• _Data extracted from a collection_
= = = =

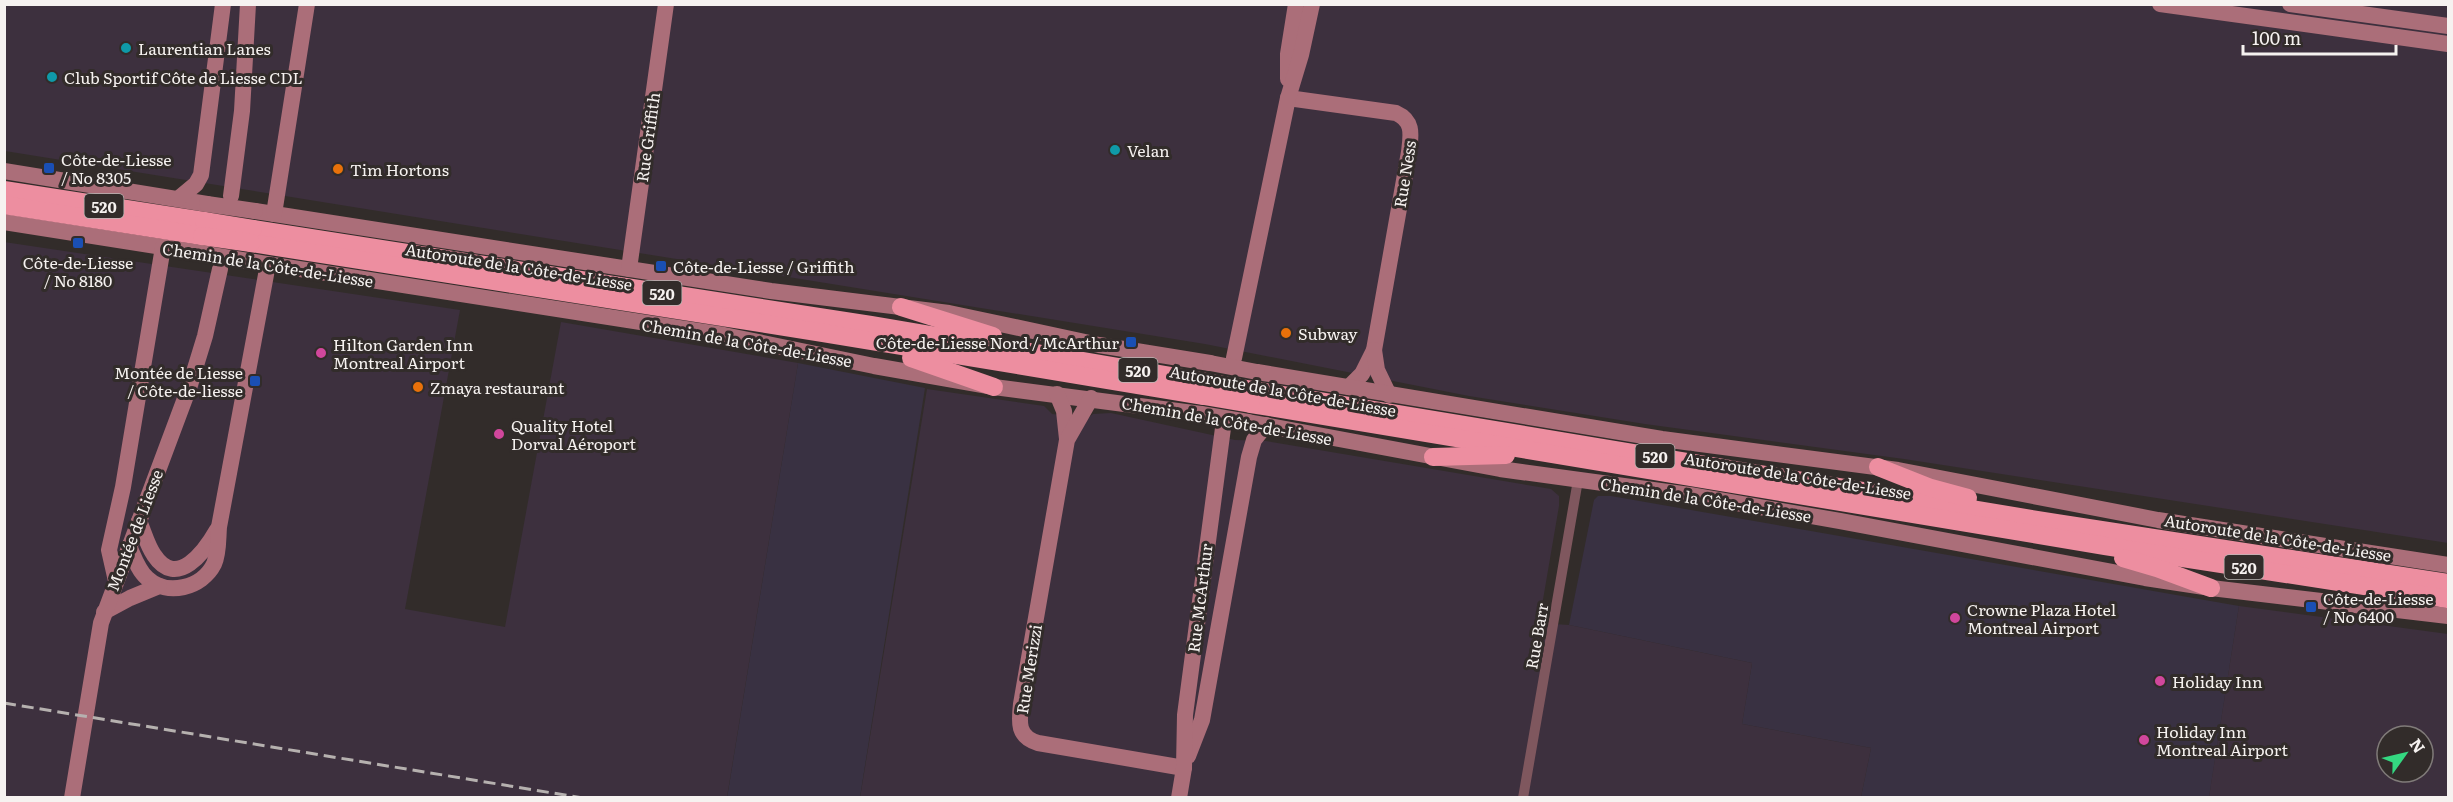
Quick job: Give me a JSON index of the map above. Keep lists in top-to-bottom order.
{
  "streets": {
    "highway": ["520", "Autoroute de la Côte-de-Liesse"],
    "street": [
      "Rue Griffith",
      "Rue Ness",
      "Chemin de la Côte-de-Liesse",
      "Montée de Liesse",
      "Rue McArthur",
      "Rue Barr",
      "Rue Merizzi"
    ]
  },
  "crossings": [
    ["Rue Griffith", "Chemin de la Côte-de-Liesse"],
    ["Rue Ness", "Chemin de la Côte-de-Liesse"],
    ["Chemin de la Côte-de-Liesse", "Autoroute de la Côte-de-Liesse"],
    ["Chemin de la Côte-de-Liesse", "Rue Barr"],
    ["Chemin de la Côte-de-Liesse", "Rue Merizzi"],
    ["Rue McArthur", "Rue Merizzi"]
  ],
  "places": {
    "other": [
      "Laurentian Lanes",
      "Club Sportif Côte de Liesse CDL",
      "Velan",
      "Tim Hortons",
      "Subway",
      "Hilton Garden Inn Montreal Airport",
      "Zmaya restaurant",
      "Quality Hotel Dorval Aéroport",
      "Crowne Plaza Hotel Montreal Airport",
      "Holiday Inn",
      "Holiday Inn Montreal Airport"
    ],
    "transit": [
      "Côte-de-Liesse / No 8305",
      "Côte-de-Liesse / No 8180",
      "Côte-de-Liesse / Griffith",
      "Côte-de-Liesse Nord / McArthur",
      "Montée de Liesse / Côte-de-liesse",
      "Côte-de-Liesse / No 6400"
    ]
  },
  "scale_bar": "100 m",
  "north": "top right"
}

= = = =

• _Activity_
Your answer must be the records exactly as they stand, with no pictures in it.

• _Response to the task_
Quick job: Give me a JSON index of the map above. Keep lists in top-to-bottom order.
{
  "streets": {
    "highway": ["520", "Autoroute de la Côte-de-Liesse"],
    "street": [
      "Rue Griffith",
      "Rue Ness",
      "Chemin de la Côte-de-Liesse",
      "Montée de Liesse",
      "Rue McArthur",
      "Rue Barr",
      "Rue Merizzi"
    ]
  },
  "crossings": [
    ["Rue Griffith", "Chemin de la Côte-de-Liesse"],
    ["Rue Ness", "Chemin de la Côte-de-Liesse"],
    ["Chemin de la Côte-de-Liesse", "Autoroute de la Côte-de-Liesse"],
    ["Chemin de la Côte-de-Liesse", "Rue Barr"],
    ["Chemin de la Côte-de-Liesse", "Rue Merizzi"],
    ["Rue McArthur", "Rue Merizzi"]
  ],
  "places": {
    "other": [
      "Laurentian Lanes",
      "Club Sportif Côte de Liesse CDL",
      "Velan",
      "Tim Hortons",
      "Subway",
      "Hilton Garden Inn Montreal Airport",
      "Zmaya restaurant",
      "Quality Hotel Dorval Aéroport",
      "Crowne Plaza Hotel Montreal Airport",
      "Holiday Inn",
      "Holiday Inn Montreal Airport"
    ],
    "transit": [
      "Côte-de-Liesse / No 8305",
      "Côte-de-Liesse / No 8180",
      "Côte-de-Liesse / Griffith",
      "Côte-de-Liesse Nord / McArthur",
      "Montée de Liesse / Côte-de-liesse",
      "Côte-de-Liesse / No 6400"
    ]
  },
  "scale_bar": "100 m",
  "north": "top right"
}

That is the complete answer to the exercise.